America’s Most Vital Economic Asset: Its People
Luis Miguel
Article audio sponsored by The John Birch Society

America is not hopelessly lost. 

Despite what fatalists say, America’s collapse and decline are not inevitable. Those who hate this nation and want to see it fall, however, would love for us to believe in the inevitability of its eventual demise. People’s beliefs tend to manifest in reality; believing in success and triumph breeds success, while belief in the inevitability of failure results in a self-fulfilling prophecy of defeat.

This is why Americans must understand that, despite all of the rhetoric and media spin about superpowers such as Russia and China leaving America behind in the dust, this nation is still equipped to remain the most prosperous, creative, and vigorous economic force in the world.
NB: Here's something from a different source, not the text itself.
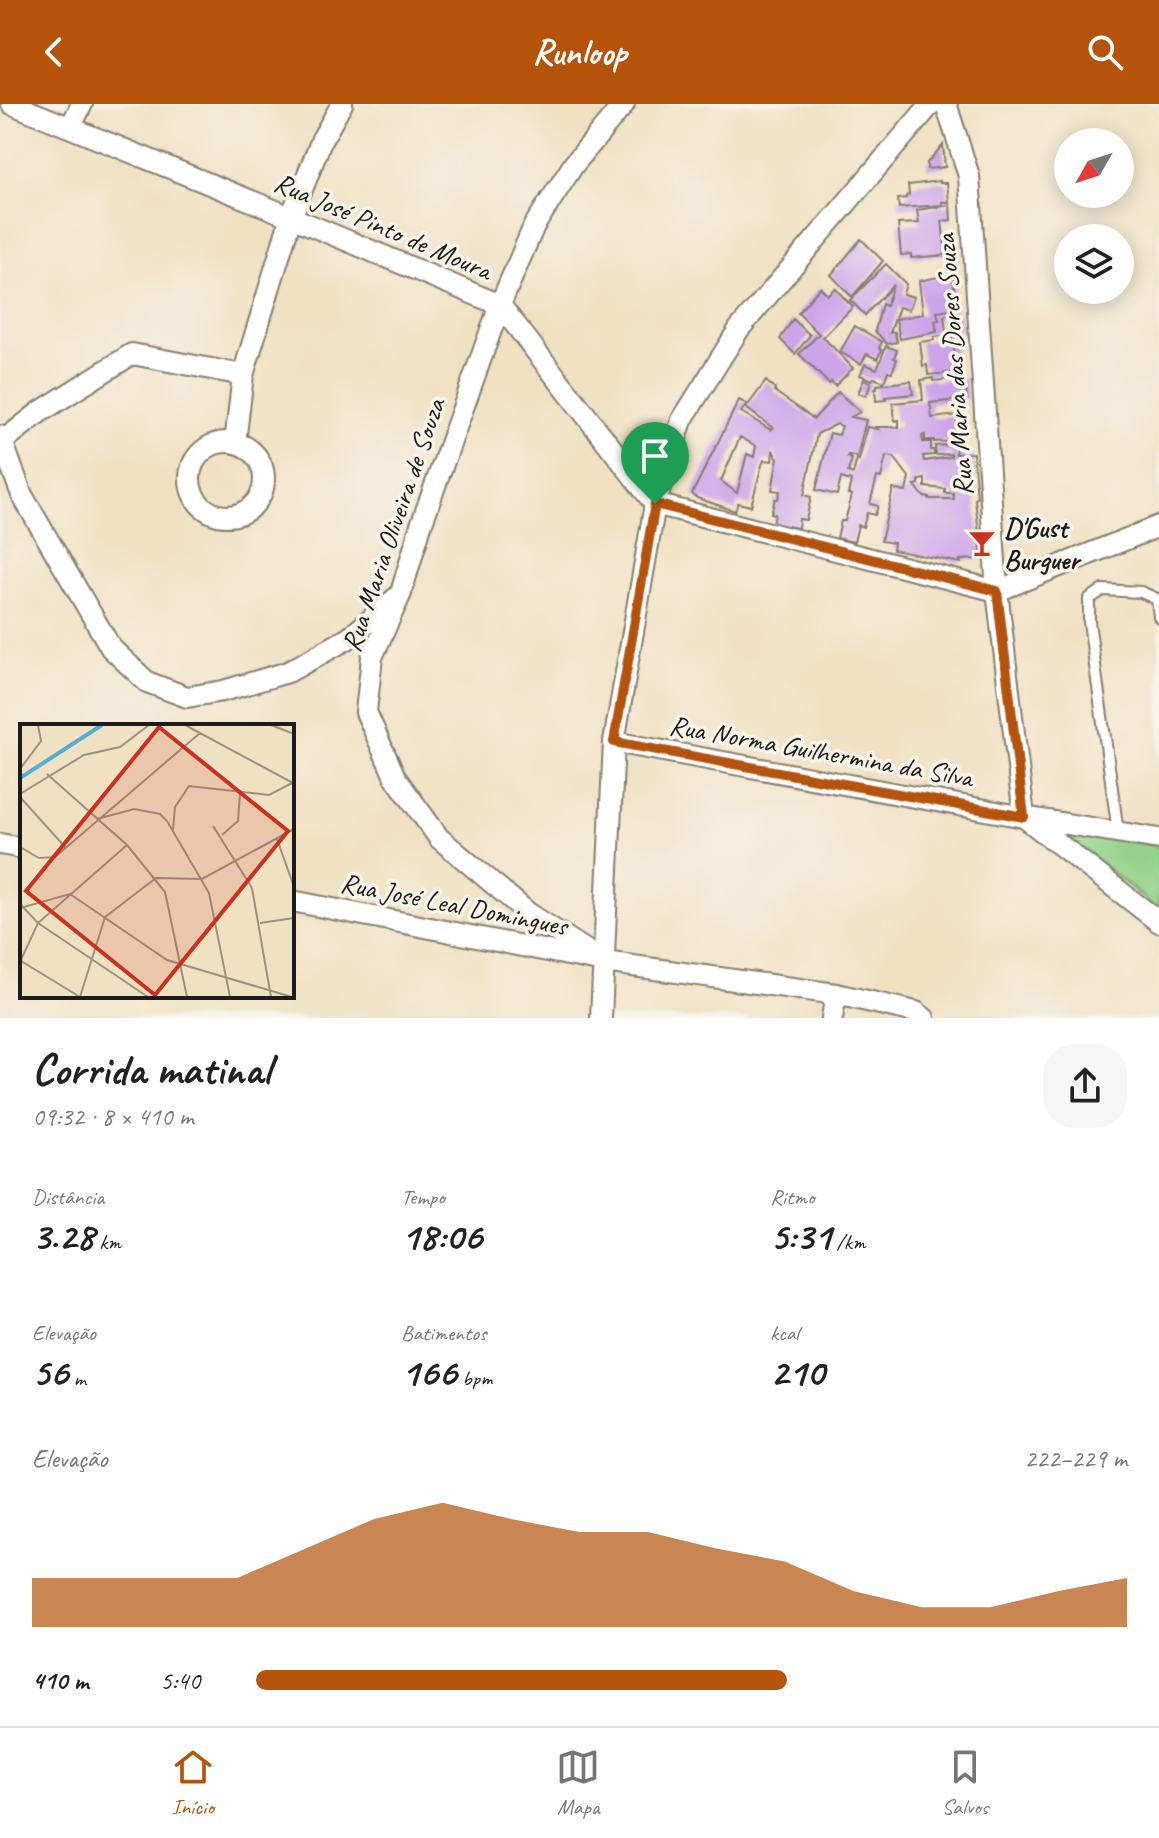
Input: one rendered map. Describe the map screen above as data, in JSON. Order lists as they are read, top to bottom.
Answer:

We may not have the population of states such as China and India. It doesn’t matter. America possesses something far greater that no other country on Earth can replicate: Its people.

There are various factors that contribute to a nation’s prosperity — access to natural resources, geographic position, governmental system — and the caliber and character of its people.

A nation is not a place or a government, but the people themselves. And a great people can excel anywhere and under any circumstances. The men and women who sailed across the Atlantic to settle the Western Hemisphere, forging the American nation, were resourceful, perseverant, God-fearing, independent, creative, daring, and vigorous.

They had to be; who else but such people would risk the dangers of the sea and of an unknown wilderness when they already had all the comforts of civilization back at home in Great Britain? Once here, they had to be able to subsist without the luxuries of urban life.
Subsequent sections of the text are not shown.